### RECORDED DATA
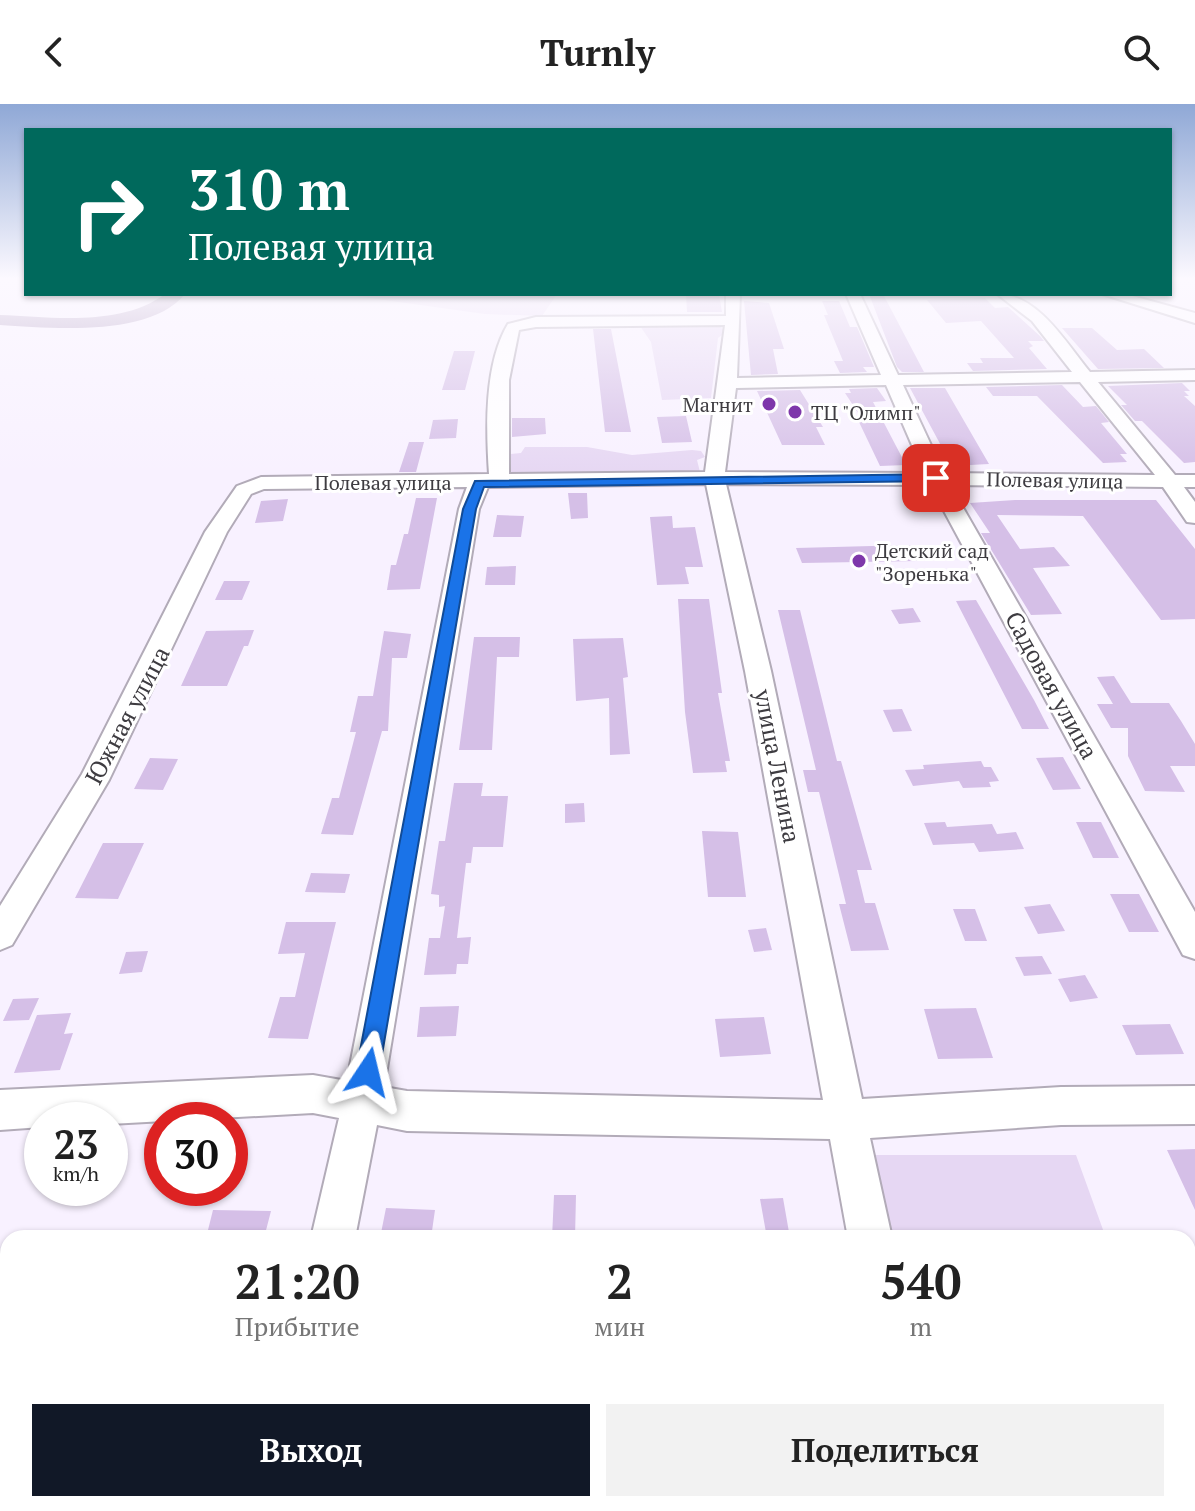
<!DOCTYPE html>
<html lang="ru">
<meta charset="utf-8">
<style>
body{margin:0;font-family:"PT Serif",serif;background:#f2f2f2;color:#222;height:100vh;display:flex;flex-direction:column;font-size:30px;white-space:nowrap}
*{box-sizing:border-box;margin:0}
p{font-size:26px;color:#767676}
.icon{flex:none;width:44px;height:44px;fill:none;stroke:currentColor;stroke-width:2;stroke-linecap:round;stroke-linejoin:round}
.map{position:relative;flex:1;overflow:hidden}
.sheet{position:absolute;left:0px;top:1126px;width:1196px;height:282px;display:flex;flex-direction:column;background:#fff;border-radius:24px 24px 0 0;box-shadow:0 2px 6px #0004}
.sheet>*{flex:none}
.top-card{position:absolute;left:24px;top:24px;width:1148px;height:168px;border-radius:0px;box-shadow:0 2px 6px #0004;background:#00695c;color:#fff;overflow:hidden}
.speed{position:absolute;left:24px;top:998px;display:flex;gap:16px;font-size:40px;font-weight:700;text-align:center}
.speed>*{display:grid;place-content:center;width:104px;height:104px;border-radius:50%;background:#fff;box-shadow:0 2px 6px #0004;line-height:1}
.speed small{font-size:20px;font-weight:400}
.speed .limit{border:12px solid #d22;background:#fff;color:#111}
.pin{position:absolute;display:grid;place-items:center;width:68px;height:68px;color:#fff;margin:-34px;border-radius:16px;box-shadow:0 4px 12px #0006}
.me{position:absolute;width:88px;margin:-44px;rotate:10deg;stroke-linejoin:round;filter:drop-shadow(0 0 6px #0008)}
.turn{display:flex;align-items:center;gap:28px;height:168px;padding:0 32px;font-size:36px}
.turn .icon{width:104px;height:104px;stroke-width:2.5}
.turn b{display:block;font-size:56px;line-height:68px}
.eta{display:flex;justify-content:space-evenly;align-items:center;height:136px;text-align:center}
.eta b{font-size:48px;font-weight:700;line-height:56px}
.action{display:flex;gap:16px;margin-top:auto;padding:16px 32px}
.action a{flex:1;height:92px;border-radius:0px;background:#111827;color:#fff;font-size:32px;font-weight:700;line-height:92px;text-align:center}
.action a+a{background:#f2f2f2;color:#222}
header{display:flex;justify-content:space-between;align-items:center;height:104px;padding:0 32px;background:#fff;font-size:36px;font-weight:700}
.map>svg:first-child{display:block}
.green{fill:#e6d7f3}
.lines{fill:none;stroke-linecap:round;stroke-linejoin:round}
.river{fill:#ab96bc;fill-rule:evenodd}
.building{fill:#d5bfe7}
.minor-casing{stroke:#b2abb8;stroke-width:4}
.minor{fill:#fff;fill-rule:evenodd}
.route{fill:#1a73e8;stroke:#114b97;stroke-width:2}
.poi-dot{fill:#7e37aa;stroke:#fff;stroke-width:3}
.labels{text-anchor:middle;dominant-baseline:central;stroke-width:6;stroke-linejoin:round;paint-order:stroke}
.far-poi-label{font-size:20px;fill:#3e3c41;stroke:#fff;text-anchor:start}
.far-street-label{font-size:20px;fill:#3e3c41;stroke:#fff}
.street-label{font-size:24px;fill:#3e3c41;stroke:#fff}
</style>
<header><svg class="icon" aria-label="back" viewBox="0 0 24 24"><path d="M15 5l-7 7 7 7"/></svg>Turnly<svg class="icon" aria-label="search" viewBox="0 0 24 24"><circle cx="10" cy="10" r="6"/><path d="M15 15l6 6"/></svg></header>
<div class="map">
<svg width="1195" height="1407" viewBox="0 0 1195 1407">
<rect width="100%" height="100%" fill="#f8f1ff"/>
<path class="green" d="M341,190H557L542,212L485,210Z
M705,220L718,221L726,228L718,234L711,294L662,296L651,238L640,222Z
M525,343H587L632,351L692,346L701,347L705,353L697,356L700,368L505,369L502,351L521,349Z
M870,1051H1076L1106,1134H887Z"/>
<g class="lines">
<path class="river" d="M165,190H185C149,234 51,224 0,221V211C52,213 121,223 165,190Z"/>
</g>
<path class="building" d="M686,190H719L722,208H687Z
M869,190H883L924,268H902L897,263Z
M985,194L995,204L1008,203L1040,232L1044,237H1028L1033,242L1029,244L1047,265L973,267L967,259H983L980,254H1014L981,217L946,219L927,196Z
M744,197L769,199L784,245H773L778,270L751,271Z
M822,197H839L850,223H857L874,263H863L867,268L840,269L834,257H843L824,211H828Z
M1062,224H1092L1117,246L1144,245L1164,264L1098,265Z
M593,225H611L631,328H605Z
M454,247H475L465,286H442Z
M1182,279L1190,287H1184L1189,292H1184L1195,302V358L1184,359L1142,317H1135L1121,301H1127L1108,282Z
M1062,281L1083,303L1096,302L1109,318L1101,319L1127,350H1120L1127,358L1103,359L1037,292H993L986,283Z
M877,284L886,297L873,298L906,361L880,362L859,318H864L845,289H851L849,285Z
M910,284H945L989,360L952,362Z
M800,286L823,323H816L825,341H782L757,287Z
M686,312L692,338L662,339L657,313Z
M512,314H545L546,330L512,333Z
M458,315L456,334L429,335L433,316Z
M409,338H424L416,368H399Z
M568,389H587L588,414L571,415Z
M416,394H437L420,485L387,486L391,461H396L404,430H408Z
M288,395L283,417L255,419L261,397Z
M1015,396H1156L1195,445V515L1161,516L1083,412L997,411L1020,445L1054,443L1070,462L1033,464L1062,510L1031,511L981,429H990L970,399Z
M497,411L524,412L521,433H493Z
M672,412L673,424L695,423L703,463H685L689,480L657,481L650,413Z
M910,441L917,457L802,459L796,444Z
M516,462L515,481H485L487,463Z
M224,477H250L242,496H215Z
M678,495H709L722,589H718L730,657H725L727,668L693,669L685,608Z
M976,496L1034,596L1049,625H1022L956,497Z
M913,504L921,518L899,520L891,506Z
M778,506H800L837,657H841L872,766H857L865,799H875L889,846L851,847L839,800H846L819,688H808L803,666H816Z
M254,526L248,542H244L227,582H181L206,527Z
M384,527L411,530L407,554H392L388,627H382L353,731L321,730L332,694H339L356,628H350L358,592H373Z
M474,533H520L519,553H497L492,646H459Z
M623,534L628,573L623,574L630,650L610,651L609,594L576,597L573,535Z
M1114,572L1131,599H1169L1181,617L1195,640V662H1170L1185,688L1145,687L1128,652V624H1111L1097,600H1113L1097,573Z
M902,605L912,627L893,628L883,606Z
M1063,653L1081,685L1053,686L1036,654Z
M150,654L178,655L163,686L134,685Z
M981,657L984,663H991L999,677L989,678L991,683L963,684L959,677L913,682L905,666L924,665L923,661Z
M454,679H483L481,692H508L503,743H473L471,759H466L457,834L471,833L468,860H457L456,870L424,871L429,834H440L445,802L439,803V791L431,790L439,737H445Z
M584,699L585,718L565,719V700Z
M945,718L947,723L992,720L997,730L1016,728L1024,745L979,748L974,739L933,741L924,719Z
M1076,718H1101L1119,754H1093Z
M702,727L738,728L746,793H708Z
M103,739H144L118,795L75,794Z
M311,769L350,770L345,789L305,788Z
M1110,790H1139L1159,828H1129Z
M1050,800L1065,827L1038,830L1024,803Z
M953,805H975L987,837H965Z
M286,818H336L308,935L268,934L280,893H295L305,849L278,850Z
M766,824L772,846L754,848L748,826Z
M148,847L142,868L119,870L126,848Z
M1042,852L1052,870L1024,872L1015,853Z
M1085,871L1098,894L1070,898L1058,875Z
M39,894L29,916L3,917L13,895Z
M459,902L456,932L417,933L420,903Z
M976,904L993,954L938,955L924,905Z
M71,909L64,930L73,929L60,966L14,969L37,911Z
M764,913L771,950L720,953L715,915Z
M1170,920L1184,950L1136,951L1122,921Z
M1195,1045V1106L1167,1046Z
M554,1091H576L575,1134H552Z
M783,1094L790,1134H767L760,1095Z
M386,1104L435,1106L431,1134H380Z
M213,1106L271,1107L264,1134H206Z"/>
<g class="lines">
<g class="minor-casing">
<path id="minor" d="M726,190H740L737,274L881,271L846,190H860L898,271L1072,268L1032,217L997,190C1038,190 1066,239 1090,268L1195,266V276L1098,278L1175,371H1195V383H1184L1195,398V419L1187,418L1163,383L950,381L1195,808V855L1183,851L930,381L726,380L771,567L862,995L1061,983L1195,982V1020L1061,1021L870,1034L892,1134H848L830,1035L407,1027L377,1021L355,1134H311L339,1014L313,1009L110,1020V1016H42V1023L0,1026V986L313,971L347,977L459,405L467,383L264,385L251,390L227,428L109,676L12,841L0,846V802L82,670L205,428L237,382L261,373L489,370C486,325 484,260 508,220L536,213L726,212ZM725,221L705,368L509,370V276L519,226L536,223ZM1080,278L1155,371L944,369L903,281ZM886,281L924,369L725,368L736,284ZM706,380L745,567L823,996L407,987L384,983L479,405L488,383Z
M1102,190H1125L1195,209V219Z
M249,1400H301L299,1407H247Z
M893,1400H945L946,1407H894Z"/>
</g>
<use href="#minor" class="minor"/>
</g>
<linearGradient id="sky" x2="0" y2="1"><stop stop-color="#8fa8d6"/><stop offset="0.47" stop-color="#fcf9ff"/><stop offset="1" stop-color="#fcf9ff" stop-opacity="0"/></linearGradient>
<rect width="1195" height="371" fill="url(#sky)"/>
<path class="route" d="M936,370L940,371V377L484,383L476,405L379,968L376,976L368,979L359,976L356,968L463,405L475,377Z"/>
<g class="poi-dot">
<circle cx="769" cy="300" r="8"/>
<circle cx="795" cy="308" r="8"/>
<circle cx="859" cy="457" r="8"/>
</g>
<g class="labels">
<g class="far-poi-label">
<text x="753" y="300" text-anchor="end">Магнит</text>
<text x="811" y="308">ТЦ "Олимп"</text>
<text x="875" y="446">Детский сад<tspan x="875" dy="23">"Зоренька"</tspan></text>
</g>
<g class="far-street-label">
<text transform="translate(1055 376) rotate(1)">Полевая улица</text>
<text x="383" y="378">Полевая улица</text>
</g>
<g class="street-label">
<text transform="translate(1052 581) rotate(61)">Садовая улица</text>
<text transform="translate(127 611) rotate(-62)">Южная улица</text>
<text transform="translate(778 662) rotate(79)">улица Ленина</text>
</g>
</g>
</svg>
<div class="speed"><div>23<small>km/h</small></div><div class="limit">30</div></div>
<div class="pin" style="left:936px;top:374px;background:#d93025"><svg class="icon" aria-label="arrive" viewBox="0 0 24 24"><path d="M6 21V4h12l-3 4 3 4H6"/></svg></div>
<svg class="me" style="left:368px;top:968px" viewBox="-20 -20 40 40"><path d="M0-17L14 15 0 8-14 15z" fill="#1a73e8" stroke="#fff" stroke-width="4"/></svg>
<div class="top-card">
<div class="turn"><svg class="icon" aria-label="right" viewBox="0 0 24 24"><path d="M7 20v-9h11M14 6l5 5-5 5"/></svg><div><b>310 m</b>Полевая улица</div></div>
</div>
<section class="sheet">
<div class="eta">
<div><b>21:20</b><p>Прибытие</p></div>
<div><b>2</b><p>мин</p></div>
<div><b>540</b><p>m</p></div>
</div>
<div class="action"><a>Выход</a><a>Поделиться</a></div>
</section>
</div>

### WHAT THE TASK REQUIRES
In the data above, find each line that has the word "grid" and copy it out.

### SOLUTION TO THIS TASK
.speed>*{display:grid;place-content:center;width:104px;height:104px;border-radius:50%;background:#fff;box-shadow:0 2px 6px #0004;line-height:1}
.pin{position:absolute;display:grid;place-items:center;width:68px;height:68px;color:#fff;margin:-34px;border-radius:16px;box-shadow:0 4px 12px #0006}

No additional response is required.